United States Court of Appeals For the Seventh Circuit
Sentencing — marijuana conspiracy
Where the district court found that the defendant had conspired to sell more than 10,000 kilograms of marijuana, a 360-month sentence was not unreasonable.
“Given the district court’s findings, backed up by objective evidence in the record, we are not left with the definite and firm conviction that the court made a mistake in finding Harmon responsible for more than 10,000 kilograms of marijuana. And any error in finding that the conspiracy began with the 1999 Florida home purchase was harmless. The conspiracy did not have to start in 1999 for Harmon to be held responsible for more than 10,000 kilograms. Although the finding as to the start of the conspiracy affected Harmon’s criminal history—his 1991 marijuana conviction counted for two points and placed him in criminal history category II rather than I, see U.S.S.G. §§ 4A1.1(b), 4A1.2(e)(2)—it did not affect his guidelines range. Given Harmon’s total offense level of 42, his guidelines range was the same—360 months to life—whether he was in criminal history category I or II. Because the district court expressly stated that ‘the minimum sentence under the guidelines . . . is appropriate,’ we can be assured that any error from the finding as to the start of the conspiracy was harmless. See, e.g., United States v.
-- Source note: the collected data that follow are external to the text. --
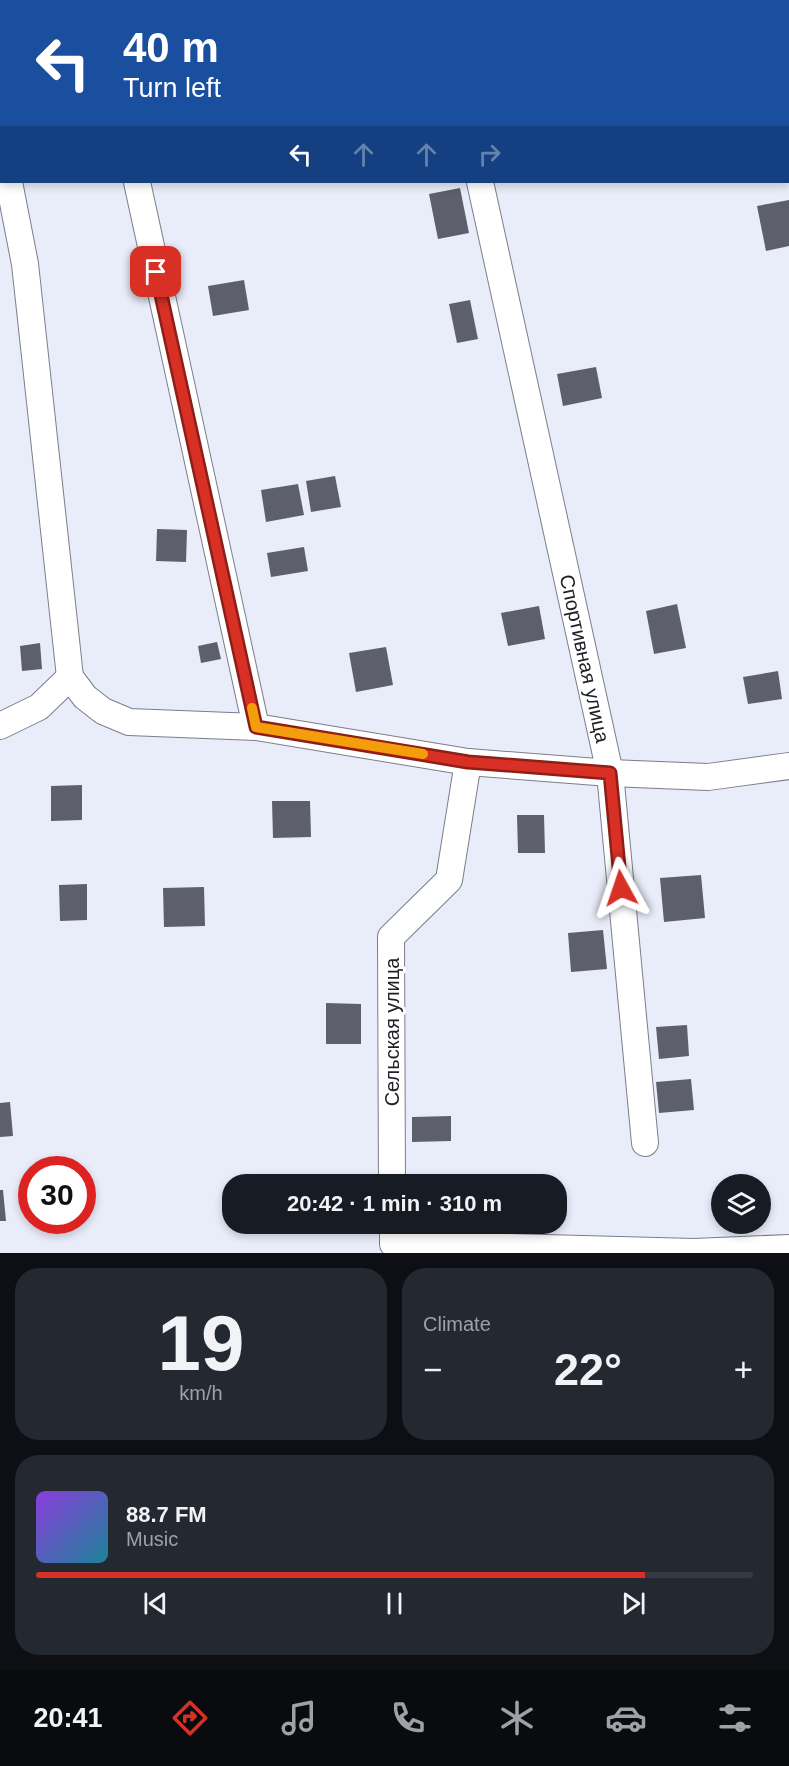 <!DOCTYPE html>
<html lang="en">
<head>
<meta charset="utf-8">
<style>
  body { margin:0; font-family:Helvetica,sans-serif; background:#242831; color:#f1f3f6; height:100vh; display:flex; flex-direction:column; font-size:22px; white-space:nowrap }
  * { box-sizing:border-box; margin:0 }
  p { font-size:20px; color:#9ea1a6 }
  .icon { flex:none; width:33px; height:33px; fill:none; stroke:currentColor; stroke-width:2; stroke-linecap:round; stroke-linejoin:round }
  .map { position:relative; height:1253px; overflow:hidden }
  .side { display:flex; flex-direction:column; gap:15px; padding:15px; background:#0d0f14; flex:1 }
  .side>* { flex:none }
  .guide { position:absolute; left:0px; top:0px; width:789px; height:183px; box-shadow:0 3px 9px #0003; background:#1a4fa0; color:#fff; overflow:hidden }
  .fabs { position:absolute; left:711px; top:1174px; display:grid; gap:12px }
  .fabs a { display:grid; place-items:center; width:60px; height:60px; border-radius:50%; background:#171b24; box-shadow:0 3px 9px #0003; font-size:30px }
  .speed { position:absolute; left:18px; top:1156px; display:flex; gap:12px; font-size:30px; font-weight:700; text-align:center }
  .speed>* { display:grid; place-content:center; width:78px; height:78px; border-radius:50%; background:#171b24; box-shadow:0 3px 9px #0003; line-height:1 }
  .speed .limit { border:9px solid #d22; background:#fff; color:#111 }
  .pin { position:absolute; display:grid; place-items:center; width:51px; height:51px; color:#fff; margin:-26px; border-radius:12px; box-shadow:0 3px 9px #0006 }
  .me { position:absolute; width:66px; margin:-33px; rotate:355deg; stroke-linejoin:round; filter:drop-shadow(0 0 4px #0008) }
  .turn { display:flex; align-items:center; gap:21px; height:126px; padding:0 24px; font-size:27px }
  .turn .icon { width:78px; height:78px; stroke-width:2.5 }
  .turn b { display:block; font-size:42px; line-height:51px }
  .lanes { display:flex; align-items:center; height:57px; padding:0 24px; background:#0003; justify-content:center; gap:30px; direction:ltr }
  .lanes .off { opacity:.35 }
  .big { font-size:45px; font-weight:800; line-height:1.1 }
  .side .widget { flex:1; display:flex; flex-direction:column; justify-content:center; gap:9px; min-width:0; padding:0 21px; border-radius:24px; background:#242831 }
  .side .dial { align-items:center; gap:0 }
  .dial b { font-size:78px; line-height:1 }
  .song { display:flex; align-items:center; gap:18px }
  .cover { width:72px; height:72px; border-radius:9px; background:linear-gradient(135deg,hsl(270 70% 55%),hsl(190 70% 35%)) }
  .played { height:6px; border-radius:3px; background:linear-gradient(90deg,#d93025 85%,#363941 85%) }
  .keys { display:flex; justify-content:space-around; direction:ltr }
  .heat { display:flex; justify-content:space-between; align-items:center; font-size:33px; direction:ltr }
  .side .tiles { flex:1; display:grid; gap:15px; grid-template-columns:1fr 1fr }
  .widget:last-child { grid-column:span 2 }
  .trip { position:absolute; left:222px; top:1174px; width:345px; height:60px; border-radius:24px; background:#171b24; box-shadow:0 3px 9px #0003; font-weight:800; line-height:60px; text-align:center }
  .dock { display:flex; height:96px; justify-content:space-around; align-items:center; background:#090b0e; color:#9ea1a6 }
  .dock .icon { width:42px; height:42px }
  .dock .on { color:#d93025 }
  .dock b { font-size:27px; color:#f1f3f6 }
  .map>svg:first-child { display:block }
  .building { fill:#5d5f6b }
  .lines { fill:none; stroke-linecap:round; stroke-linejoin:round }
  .minor-casing { stroke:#7b7e8a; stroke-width:28 }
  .minor { stroke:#fff; stroke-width:26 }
  .route-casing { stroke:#8d1f18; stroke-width:15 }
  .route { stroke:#d93025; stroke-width:10 }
  .slow { stroke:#f59e0b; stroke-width:10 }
  .labels { text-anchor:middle; stroke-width:6; stroke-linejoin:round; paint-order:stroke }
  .street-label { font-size:20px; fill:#202126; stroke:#fff }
</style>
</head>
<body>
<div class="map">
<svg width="789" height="1253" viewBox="0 0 789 1253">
  <rect width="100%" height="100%" fill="#e9ecf9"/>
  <!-- building -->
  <g class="building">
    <polygon points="460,188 469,233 438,239 429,194"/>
    <polygon points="789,200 789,246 766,251 757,206"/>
    <polygon points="244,280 249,310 213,316 208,286"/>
    <polygon points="470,300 478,339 457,343 449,304"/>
    <polygon points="596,367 602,398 563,406 557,374"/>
    <polygon points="335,476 341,507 311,512 306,481"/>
    <polygon points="298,484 304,515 266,522 261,490"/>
    <polygon points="157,529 187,530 186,562 156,561"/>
    <polygon points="304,547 308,571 271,577 267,553"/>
    <polygon points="677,604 686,648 654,654 646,611"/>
    <polygon points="539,606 545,639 508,646 501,613"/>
    <polygon points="217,642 221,659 201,663 198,646"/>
    <polygon points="40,643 42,669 22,671 20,646"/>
    <polygon points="386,647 393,685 356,692 349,653"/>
    <polygon points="778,671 782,699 748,704 743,677"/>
    <polygon points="82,785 82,820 51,821 51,786"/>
    <polygon points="272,801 310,801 311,837 273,838"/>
    <polygon points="517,815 544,815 545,853 518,853"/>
    <polygon points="701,875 705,918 664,922 660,878"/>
    <polygon points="87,884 87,920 60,921 59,885"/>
    <polygon points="204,887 205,926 164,927 163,888"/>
    <polygon points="603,930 607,969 571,972 568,933"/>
    <polygon points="326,1003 361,1004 361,1044 326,1044"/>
    <polygon points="687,1025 689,1056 659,1059 656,1027"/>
    <polygon points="691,1079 694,1110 659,1113 656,1082"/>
    <polygon points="10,1102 13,1136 0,1137 0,1103"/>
    <polygon points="451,1116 451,1141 412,1142 412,1117"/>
    <polygon points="0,1190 3,1190 6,1221 0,1221"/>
  </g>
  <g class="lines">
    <!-- minor casing -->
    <g class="minor-casing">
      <g id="minor">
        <polyline points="440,0 441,2"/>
        <polyline points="0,145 2,151"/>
        <polyline points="9,182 25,264 70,677"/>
        <polyline points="137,182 256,727"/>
        <path id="s1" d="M 480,182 L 610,773 L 645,1143"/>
        <polyline points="0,726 39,707 70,677 85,697 103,711 129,722 256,727 468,762 610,773 708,777 789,766"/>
        <polyline points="392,1185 391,937 449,880 468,762"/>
        <polyline points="393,1224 393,1244 694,1252 789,1248"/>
      </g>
    </g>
    <!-- minor -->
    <use href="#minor" class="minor"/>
  </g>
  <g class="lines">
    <!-- route casing -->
    <g class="route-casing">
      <polyline id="route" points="156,272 256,727 468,762 610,773 621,888"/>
    </g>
    <!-- route -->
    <use href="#route" class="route"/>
    <!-- slow -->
    <polyline class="slow" points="252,708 256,727 423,754"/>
  </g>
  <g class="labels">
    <!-- street labels -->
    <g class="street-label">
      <text dy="7" stroke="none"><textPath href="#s1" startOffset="488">Спортивная улица</textPath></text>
      <text transform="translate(392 1032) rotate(-90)" y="7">Сельская улица</text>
    </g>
  </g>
</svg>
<div class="fabs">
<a><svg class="icon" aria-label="layers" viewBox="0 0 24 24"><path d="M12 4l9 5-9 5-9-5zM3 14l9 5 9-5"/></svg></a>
</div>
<div class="speed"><div class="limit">30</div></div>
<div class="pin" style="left:156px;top:272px;background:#d93025"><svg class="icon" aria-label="arrive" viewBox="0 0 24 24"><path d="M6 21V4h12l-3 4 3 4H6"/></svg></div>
<svg class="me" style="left:621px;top:888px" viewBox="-20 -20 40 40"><path d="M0-17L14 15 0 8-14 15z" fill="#d93025" stroke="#fff" stroke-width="4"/></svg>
<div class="trip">20:42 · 1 min · 310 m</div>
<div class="guide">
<div class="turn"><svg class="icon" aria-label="left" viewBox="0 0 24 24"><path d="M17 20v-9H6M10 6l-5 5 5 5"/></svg><div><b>40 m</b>Turn left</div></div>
<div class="lanes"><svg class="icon" aria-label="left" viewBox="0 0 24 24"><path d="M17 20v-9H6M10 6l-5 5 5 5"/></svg><svg class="icon off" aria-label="ahead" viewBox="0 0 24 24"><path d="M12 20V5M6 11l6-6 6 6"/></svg><svg class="icon off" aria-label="ahead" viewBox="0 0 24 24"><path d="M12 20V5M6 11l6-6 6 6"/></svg><svg class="icon off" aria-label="right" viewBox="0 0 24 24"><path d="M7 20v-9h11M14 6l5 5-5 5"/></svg></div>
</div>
</div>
<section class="side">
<div class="tiles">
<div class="widget dial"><b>19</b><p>km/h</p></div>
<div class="widget"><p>Climate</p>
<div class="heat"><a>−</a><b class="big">22°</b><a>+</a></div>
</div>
<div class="widget">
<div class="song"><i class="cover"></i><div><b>88.7 FM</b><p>Music</p></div></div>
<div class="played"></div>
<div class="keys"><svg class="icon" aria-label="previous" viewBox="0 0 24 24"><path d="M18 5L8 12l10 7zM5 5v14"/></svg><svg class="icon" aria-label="pause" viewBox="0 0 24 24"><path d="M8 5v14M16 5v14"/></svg><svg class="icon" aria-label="next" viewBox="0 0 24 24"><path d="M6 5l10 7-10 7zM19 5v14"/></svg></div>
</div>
</div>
</section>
<nav class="dock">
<b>20:41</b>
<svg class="icon on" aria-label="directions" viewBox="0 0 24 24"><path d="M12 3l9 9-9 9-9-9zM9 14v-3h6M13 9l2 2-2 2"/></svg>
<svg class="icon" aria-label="music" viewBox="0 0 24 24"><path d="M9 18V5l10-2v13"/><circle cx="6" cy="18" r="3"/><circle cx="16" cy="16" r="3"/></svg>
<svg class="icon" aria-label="phone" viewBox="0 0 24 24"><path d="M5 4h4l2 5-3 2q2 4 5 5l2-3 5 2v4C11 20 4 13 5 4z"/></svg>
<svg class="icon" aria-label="climate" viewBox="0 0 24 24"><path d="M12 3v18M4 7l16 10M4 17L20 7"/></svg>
<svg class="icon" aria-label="car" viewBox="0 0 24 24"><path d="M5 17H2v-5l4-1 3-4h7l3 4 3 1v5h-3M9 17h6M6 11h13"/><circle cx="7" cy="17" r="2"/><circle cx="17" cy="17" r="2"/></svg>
<svg class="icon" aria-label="filters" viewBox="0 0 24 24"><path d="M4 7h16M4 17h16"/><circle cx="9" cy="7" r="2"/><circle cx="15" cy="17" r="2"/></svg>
</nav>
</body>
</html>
Favara, 615 F.3d 824, 828 (7th Cir. 2010) (‘We have no reason to believe that an error that did not affect the Guideline range affected the district court’s sentencing decision as the district court stated its intention to impose a sentence within the applicable Guideline range. Any error was harmless.’).”
Appeal from the United States District Court for the Southern District of Indiana, Magnus-Stinson, J., Tinder, J.